• [Data supplied]:
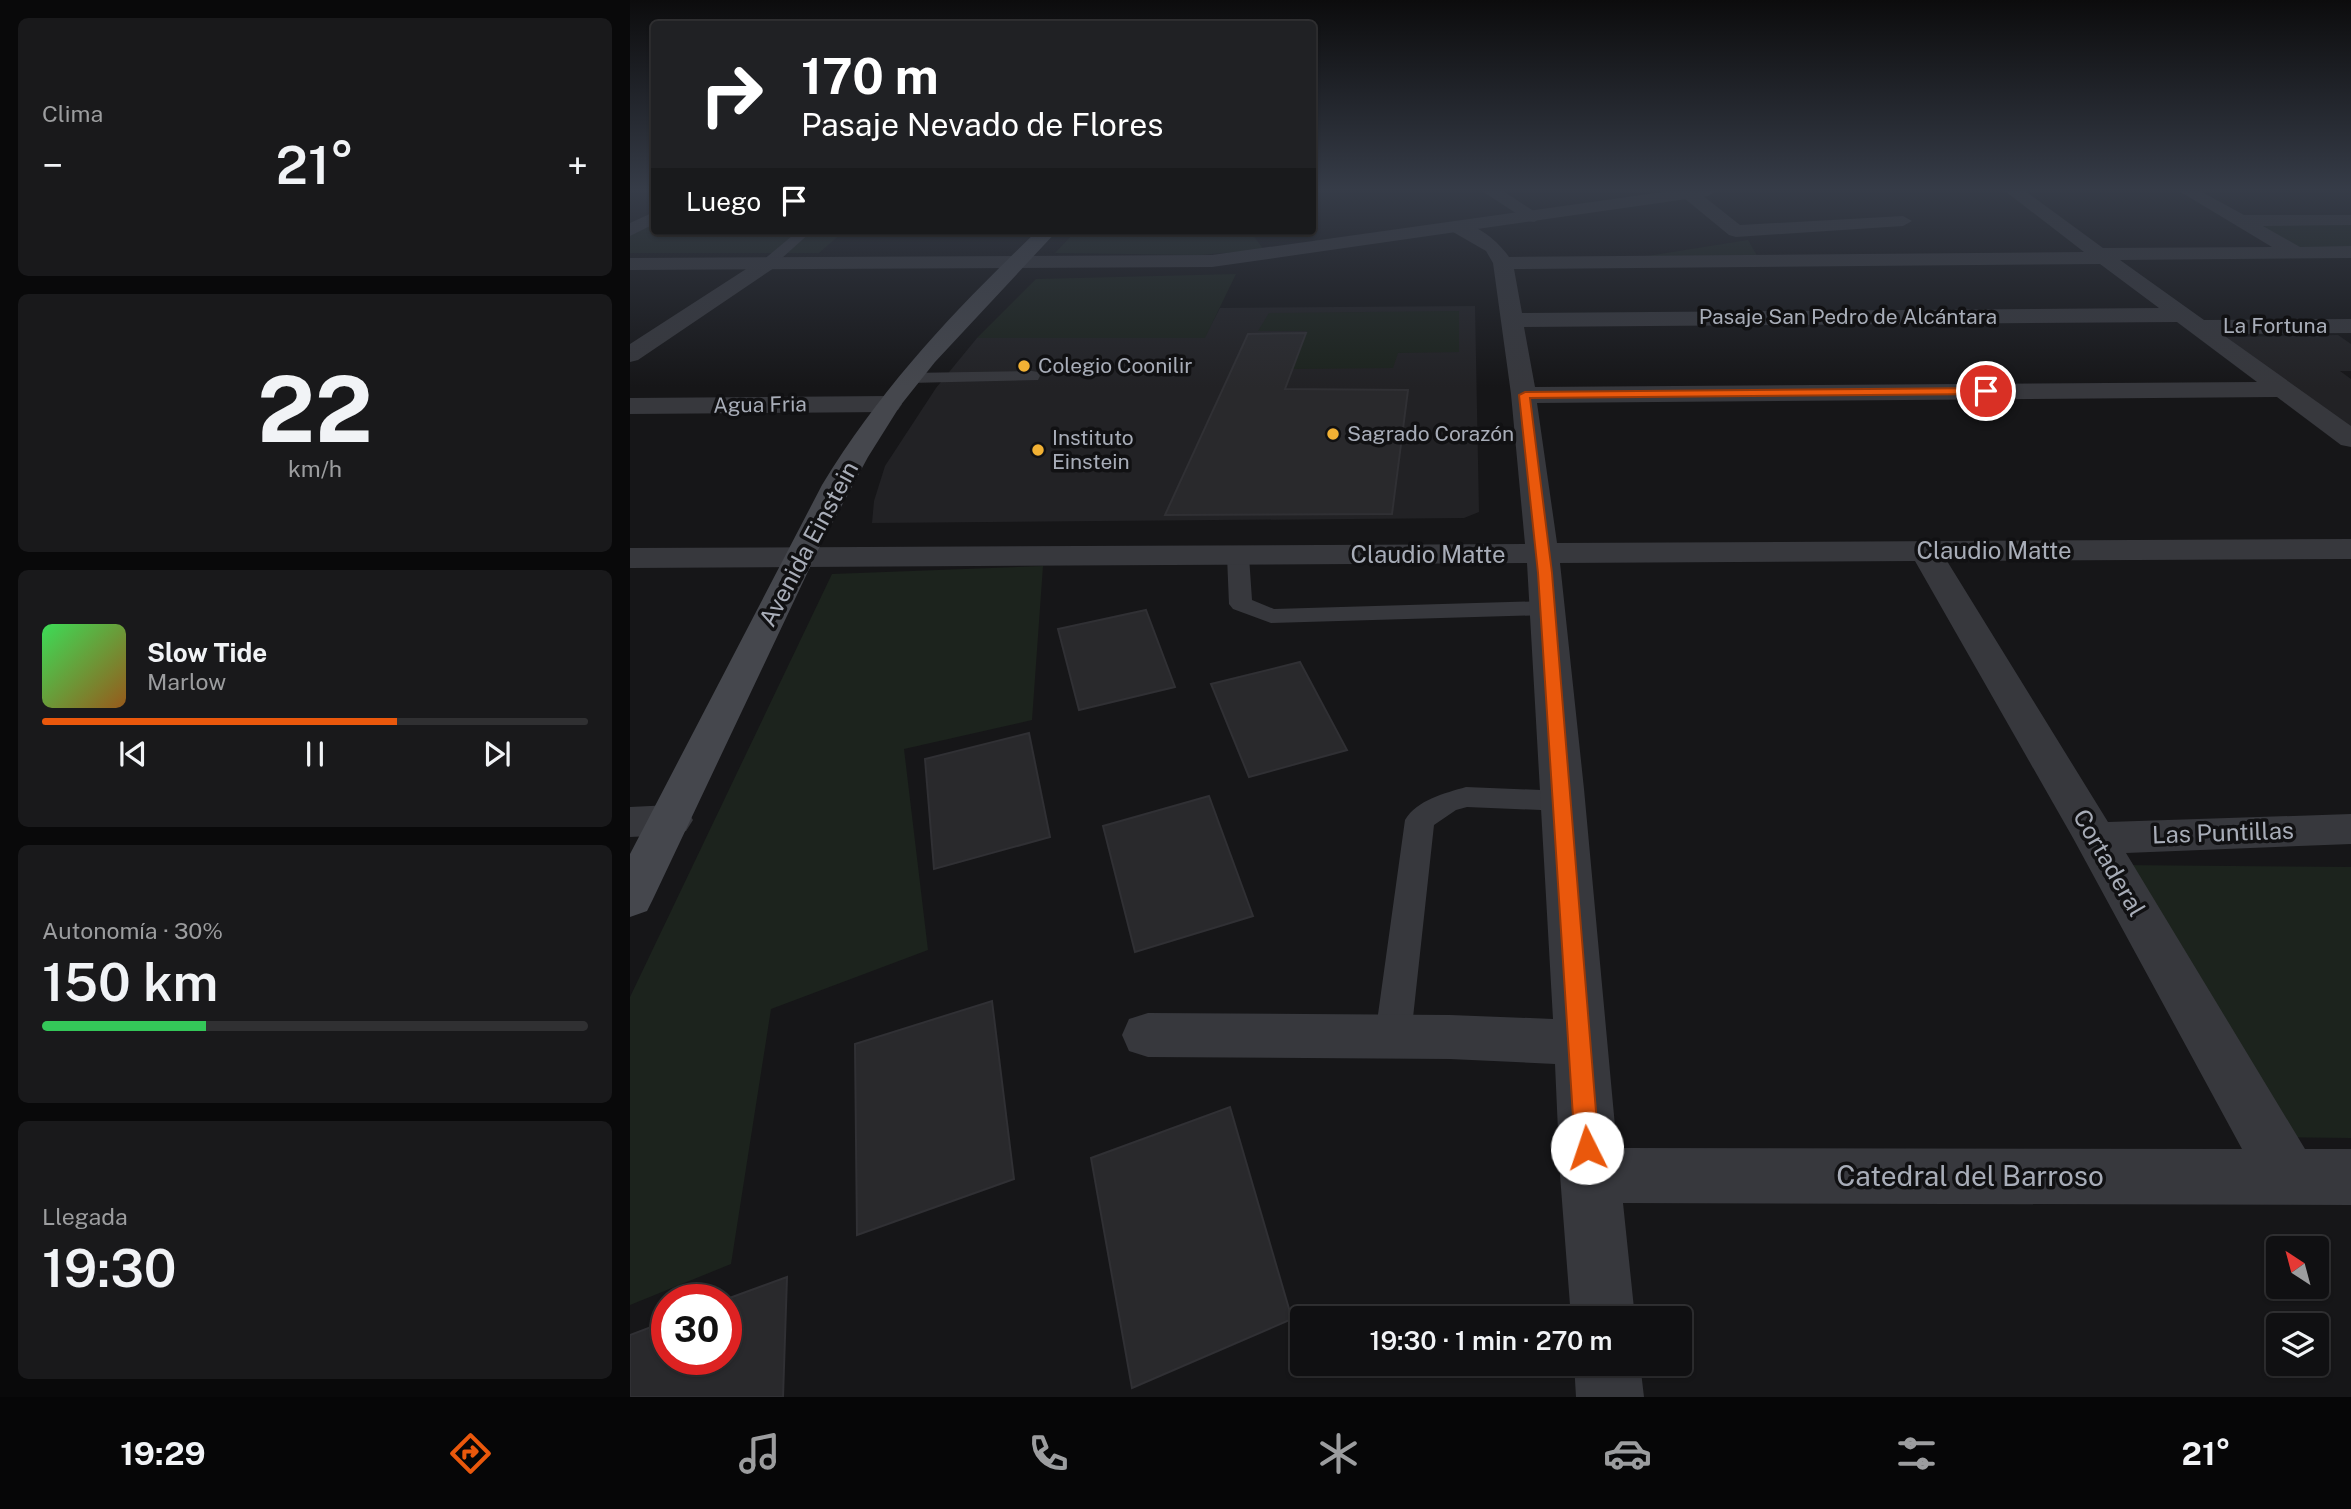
<!DOCTYPE html>
<html lang="es">
<head>
<meta charset="utf-8">
<style>
	body { margin:0; font-family:"Public Sans",sans-serif; background:#19191b; color:#f1f3f6; height:100vh; display:flex; flex-direction:column; font-size:26px; white-space:nowrap }
	* { box-sizing:border-box; margin:0 }
	p { font-size:23px; color:#9c9d9f }
	.icon { flex:none; width:38px; height:38px; fill:none; stroke:currentColor; stroke-width:2; stroke-linecap:round; stroke-linejoin:round }
	.map { position:relative; flex:1; overflow:hidden }
	.details { display:flex; flex-direction:column; gap:18px; padding:18px; background:#09090a; width:630px }
	.details>* { flex:none }
	.guide { position:absolute; left:21px; top:21px; width:665px; height:214px; border-radius:7px; box-shadow:0 2px 5px #0004,0 0 0 2px #303032; background:#202124; color:#fff; overflow:hidden }
	.needle { width:46px; rotate:324deg }
	.fabs { position:absolute; left:1636px; top:1236px; display:grid; gap:14px }
	.fabs a { display:grid; place-items:center; width:63px; height:63px; border-radius:7px; background:#101012; box-shadow:0 2px 5px #0004,0 0 0 2px #303032; font-size:35px }
	.speed { position:absolute; left:21px; top:1284px; display:flex; gap:14px; font-size:35px; font-weight:700; text-align:center }
	.speed>* { display:grid; place-content:center; width:91px; height:91px; border-radius:50%; background:#101012; box-shadow:0 2px 5px #0004,0 0 0 2px #303032; line-height:1 }
	.speed .limit { border:10px solid #d22; background:#fff; color:#111 }
	.pin { position:absolute; display:grid; place-items:center; width:60px; height:60px; color:#fff; margin:-30px; border:4px solid #fff; border-radius:50%; box-shadow:0 2px 7px #0007 }
	.me { position:absolute; width:77px; margin:-38px; rotate:356deg; stroke-linejoin:round; filter:drop-shadow(0 0 5px #0008) }
	.turn { display:flex; align-items:center; gap:24px; height:147px; padding:0 35px; font-size:32px }
	.turn .icon { width:91px; height:91px; stroke-width:2.5 }
	.turn b { display:block; font-size:49px; line-height:60px }
	.then { display:flex; align-items:center; height:66px; padding:0 35px; background:#0003; gap:14px; font-size:26px }
	.big { font-size:52px; font-weight:600; line-height:1.1 }
	.details .card { flex:1; display:flex; flex-direction:column; justify-content:center; gap:10px; min-width:0; padding:0 24px; border-radius:10px; background:#19191b }
	.details .dial { align-items:center; gap:0 }
	.dial b { font-size:91px; line-height:1 }
	.song { display:flex; align-items:center; gap:21px }
	.cover { width:84px; height:84px; border-radius:10px; background:linear-gradient(135deg,hsl(130 70% 55%),hsl(30 70% 35%)) }
	.played { height:7px; border-radius:4px; background:linear-gradient(90deg,#ea580c 65%,#303032 65%) }
	.keys { display:flex; justify-content:space-around; direction:ltr }
	.heat { display:flex; justify-content:space-between; align-items:center; font-size:38px; direction:ltr }
	.charge { height:10px; border-radius:5px; background:linear-gradient(90deg,#34c759 30%,#303032 0) }
	.trip { position:absolute; left:660px; top:1306px; width:402px; height:70px; border-radius:7px; background:#101012; box-shadow:0 2px 5px #0004,0 0 0 2px #303032; font-weight:600; line-height:70px; text-align:center }
	.dock { display:flex; height:112px; justify-content:space-around; align-items:center; background:#060607; color:#9c9d9f }
	.dock .icon { width:49px; height:49px }
	.dock .selected { color:#ea580c }
	.dock b { font-size:32px; color:#f1f3f6 }
	main { display:flex; flex:1; min-height:0 }
	.map>svg:first-child { display:block }
	.built { fill:#222225 }
	.green { fill:#1c231d }
	.building { fill:#29292c; stroke:#303034; stroke-width:2 }
	.lines { fill:none; stroke-linecap:round; stroke-linejoin:round }
	.service { fill:#37383d; fill-rule:evenodd }
	.minor { fill:#37383d; fill-rule:evenodd }
	.tertiary { fill:#37383d; fill-rule:evenodd }
	.secondary { fill:#45474d; fill-rule:evenodd }
	.route { fill:#ea580c; stroke:#983908; stroke-width:2 }
	.poi-dot { fill:#f2b134; stroke:#111113; stroke-width:2.5 }
	.labels { text-anchor:middle; stroke-width:7; stroke-linejoin:round; paint-order:stroke }
	.far-street-label { font-size:21px; fill:#a8adb8; stroke:#111113 }
	.far-poi-label { font-size:21px; fill:#a8adb8; stroke:#111113; text-anchor:start }
	.street-label { font-size:24px; fill:#a8adb8; stroke:#111113 }
	.near-street-label { font-size:28px; fill:#a8adb8; stroke:#111113 }
</style>
</head>
<body>
<main>
<section class="details">
<div class="card"><p>Clima</p>
<div class="heat"><a>−</a><b class="big">21°</b><a>+</a></div>
</div>
<div class="card dial"><b>22</b><p>km/h</p></div>
<div class="card">
<div class="song"><i class="cover"></i><div><b>Slow Tide</b><p>Marlow</p></div></div>
<div class="played"></div>
<div class="keys"><svg class="icon" aria-label="previous" viewBox="0 0 24 24"><path d="M18 5L8 12l10 7zM5 5v14"/></svg><svg class="icon" aria-label="pause" viewBox="0 0 24 24"><path d="M8 5v14M16 5v14"/></svg><svg class="icon" aria-label="next" viewBox="0 0 24 24"><path d="M6 5l10 7-10 7zM19 5v14"/></svg></div>
</div>
<div class="card"><p>Autonomía · 30%</p><b class="big">150 km</b><div class="charge"></div></div>
<div class="card"><p>Llegada</p><b class="big">19:30</b></div>
</section>
<div class="map">
<svg width="1721" height="1397" viewBox="0 0 1721 1397">
	<rect width="100%" height="100%" fill="#161618"/>
	<path class="built" d="M 845,306 L 849,512 L 834,518 L 242,523 L 244,501 L 255,466 L 306,388 L 347,338 L 574,338 L 590,308 Z
		M 1708,335 L 1721,344 L 1721,371 L 1710,371 L 1721,379 L 1721,431 L 1596,337 Z"/>
	<path class="green" d="M 24,220 L 24,231 L 214,231 L 189,253 L 0,253 L 0,233 Z
		M 1721,222 L 1721,247 L 1661,248 L 1618,223 Z
		M 446,231 L 620,231 L 634,250 L 568,255 L 425,253 Z
		M 1118,240 L 1129,259 L 1011,257 Z
		M 606,274 L 575,338 L 347,338 L 406,279 Z
		M 829,311 L 829,352 L 768,353 L 763,368 L 663,369 L 677,331 L 628,331 L 639,313 Z
		M 413,566 L 402,720 L 274,749 L 298,950 L 141,1009 L 101,1264 L 0,1305 L 0,997 L 202,574 Z
		M 1489,865 L 1721,867 L 1721,1138 L 1643,1137 Z"/>
	<path class="building" d="M 676,333 L 655,389 L 778,390 L 762,514 L 535,515 L 618,334 Z
		M 516,610 L 545,687 L 449,710 L 428,629 Z
		M 670,662 L 717,750 L 619,777 L 581,684 Z
		M 399,733 L 420,837 L 304,869 L 295,759 Z
		M 579,796 L 623,916 L 505,952 L 473,826 Z
		M 362,1001 L 384,1179 L 227,1235 L 225,1044 Z
		M 600,1107 L 662,1319 L 502,1388 L 461,1158 Z
		M 157,1277 L 153,1397 L 0,1397 L 0,1335 L 37,1321 L 37,1360 L 96,1360 L 96,1300 L 94,1300 Z"/>
	<g class="lines">
		<path class="service" d="M 168,231 L 182,231 L 142,267 L 132,267 L 132,261 Z
			M 402,371 L 408,372 L 410,376 L 408,380 L 279,383 L 271,378 L 279,373 Z
			M 608,549 L 616,551 L 619,556 L 622,600 L 644,609 L 917,601 L 925,603 L 929,608 L 925,613 L 917,615 L 641,623 L 603,609 L 599,604 L 597,556 L 600,551 Z
			M 836,787 L 934,791 L 944,794 L 949,801 L 944,808 L 934,811 L 837,807 L 826,810 L 804,825 L 781,1036 L 776,1047 L 763,1051 L 750,1047 L 745,1036 L 775,820 C 787,800 815,793 836,787 Z"/>
		<path class="minor" d="M 852,191 L 873,191 L 913,217 L 904,222 L 898,221 Z
			M 1053,191 L 1067,191 L 1110,225 L 1273,216 L 1282,221 L 1273,226 L 1106,237 L 1099,235 L 1054,198 Z
			M 1375,191 L 1395,191 L 1473,248 L 1642,247 L 1549,191 L 1570,191 L 1614,215 L 1721,215 L 1721,225 L 1633,226 L 1670,247 L 1721,246 L 1721,258 L 1490,260 L 1574,320 L 1721,319 L 1721,333 L 1592,334 L 1721,426 L 1721,447 L 1711,445 L 1647,397 L 907,403 L 927,543 L 1721,539 L 1721,559 L 1317,561 L 1478,822 L 1721,814 L 1721,844 L 1496,853 L 1675,1149 L 1721,1149 L 1721,1205 L 993,1203 L 1005,1318 L 941,1318 L 930,1175 L 925,1064 L 820,1059 L 518,1057 L 499,1051 L 492,1035 L 499,1019 L 518,1013 L 820,1015 L 923,1019 L 897,563 L 0,568 L 0,548 L 895,544 L 881,394 L 863,263 L 856,251 L 823,232 L 821,228 L 823,224 C 843,219 869,242 879,257 L 1454,252 ZM 1470,264 L 1529,308 L 892,313 L 884,269 ZM 1547,322 L 1627,382 L 905,387 L 894,327 ZM 1285,561 L 1443,838 L 1612,1149 L 987,1148 L 954,789 L 930,563 Z
			M 24,212 L 24,224 L 0,236 L 0,223 Z
			M 137,258 L 144,260 L 147,264 L 144,268 L 8,360 L 0,362 L 0,344 L 130,260 Z
			M 259,396 L 268,398 L 272,404 L 268,410 L 259,412 L 0,414 L 0,398 Z
			M 41,805 L 56,809 L 63,820 L 56,831 L 41,835 L 0,837 L 0,807 Z
			M 944,1363 L 1010,1363 L 1014,1397 L 946,1397 Z"/>
		<path class="tertiary" d="M 1040,191 L 1086,191 L 1078,196 L 582,267 L 0,270 L 0,258 L 582,255 Z"/>
		<path class="secondary" d="M 407,231 L 427,231 L 305,362 L 270,406 L 238,457 L 191,544 L 23,899 L 17,911 L 0,917 L 0,854 L 192,485 C 253,385 323,312 407,231 Z"/>
	</g>
	<linearGradient id="sky" x2="0" y2="1"><stop stop-color="#0c0c0d"/><stop offset="0.49" stop-color="#363c48"/><stop offset="1" stop-color="#363c48" stop-opacity="0"/></linearGradient>
	<rect width="1721" height="387" fill="url(#sky)"/>
	<path class="route" d="M 1356,388 L 1359,389 L 1359,394 L 900,398 L 922,573 L 969,1148 L 965,1156 L 957,1159 L 949,1156 L 945,1148 L 908,573 L 889,395 L 895,392 Z"/>
	<g class="poi-dot">
		<circle cx="394" cy="366" r="7"/>
		<circle cx="703" cy="434" r="7"/>
		<circle cx="408" cy="450" r="7"/>
	</g>
	<g class="labels">
		<g class="far-street-label">
			<text x="1218" y="324">Pasaje San Pedro de Alcántara</text>
			<text x="1645" y="333">La Fortuna</text>
			<text transform="translate(130 405) rotate(-1)" y="7">Agua Fria</text>
		</g>
		<g class="far-poi-label">
			<text x="408" y="373">Colegio Coonilir</text>
			<text x="717" y="441">Sagrado Corazón</text>
			<text x="422" y="445">Instituto<tspan x="422" dy="24">Einstein</tspan></text>
		</g>
		<g class="street-label">
			<text transform="translate(179 544) rotate(-62)" y="8">Avenida Einstein</text>
			<text x="1364" y="559">Claudio Matte</text>
			<text x="798" y="563">Claudio Matte</text>
			<text transform="translate(1593 833) rotate(-2)" y="8">Las Puntillas</text>
			<text transform="translate(1479 863) rotate(60)" y="8">Cortaderal</text>
		</g>
		<g class="near-street-label">
			<text x="1340" y="1186">Catedral del Barroso</text>
		</g>
	</g>
</svg>
<div class="fabs">
<a><svg class="needle" viewBox="-14 -14 28 28"><path d="M0-13l5 13h-10z" fill="#e53935"/><path d="M0 13l5-13h-10z" fill="#9c9d9f"/></svg></a>
<a><svg class="icon" aria-label="layers" viewBox="0 0 24 24"><path d="M12 4l9 5-9 5-9-5zM3 14l9 5 9-5"/></svg></a>
</div>
<div class="speed"><div class="limit">30</div></div>
<div class="pin" style="left:1356px;top:391px;background:#d93025"><svg class="icon" aria-label="arrive" viewBox="0 0 24 24"><path d="M6 21V4h12l-3 4 3 4H6"/></svg></div>
<svg class="me" style="left:957px;top:1148px" viewBox="-20 -20 40 40"><circle r="19" fill="#fff"/><path d="M0-13L10 11 0 6-10 11z" fill="#ea580c"/></svg>
<div class="trip">19:30 · 1 min · 270 m</div>
<div class="guide">
<div class="turn"><svg class="icon" aria-label="right" viewBox="0 0 24 24"><path d="M7 20v-9h11M14 6l5 5-5 5"/></svg><div><b>170 m</b>Pasaje Nevado de Flores</div></div>
<div class="then">Luego<svg class="icon" aria-label="arrive" viewBox="0 0 24 24"><path d="M6 21V4h12l-3 4 3 4H6"/></svg></div>
</div>
</div>
</main>
<nav class="dock">
<b>19:29</b>
<svg class="icon selected" aria-label="directions" viewBox="0 0 24 24"><path d="M12 3l9 9-9 9-9-9zM9 14v-3h6M13 9l2 2-2 2"/></svg>
<svg class="icon" aria-label="music" viewBox="0 0 24 24"><path d="M9 18V5l10-2v13"/><circle cx="6" cy="18" r="3"/><circle cx="16" cy="16" r="3"/></svg>
<svg class="icon" aria-label="phone" viewBox="0 0 24 24"><path d="M5 4h4l2 5-3 2q2 4 5 5l2-3 5 2v4C11 20 4 13 5 4z"/></svg>
<svg class="icon" aria-label="climate" viewBox="0 0 24 24"><path d="M12 3v18M4 7l16 10M4 17L20 7"/></svg>
<svg class="icon" aria-label="car" viewBox="0 0 24 24"><path d="M5 17H2v-5l4-1 3-4h7l3 4 3 1v5h-3M9 17h6M6 11h13"/><circle cx="7" cy="17" r="2"/><circle cx="17" cy="17" r="2"/></svg>
<svg class="icon" aria-label="filters" viewBox="0 0 24 24"><path d="M4 7h16M4 17h16"/><circle cx="9" cy="7" r="2"/><circle cx="15" cy="17" r="2"/></svg>
<b>21°</b>
</nav>
</body>
</html>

• [Work item]:
If a line in the material above contains the word "evenodd", copy it.

• [Response to the exercise]:
	.service { fill:#37383d; fill-rule:evenodd }
	.minor { fill:#37383d; fill-rule:evenodd }
	.tertiary { fill:#37383d; fill-rule:evenodd }
	.secondary { fill:#45474d; fill-rule:evenodd }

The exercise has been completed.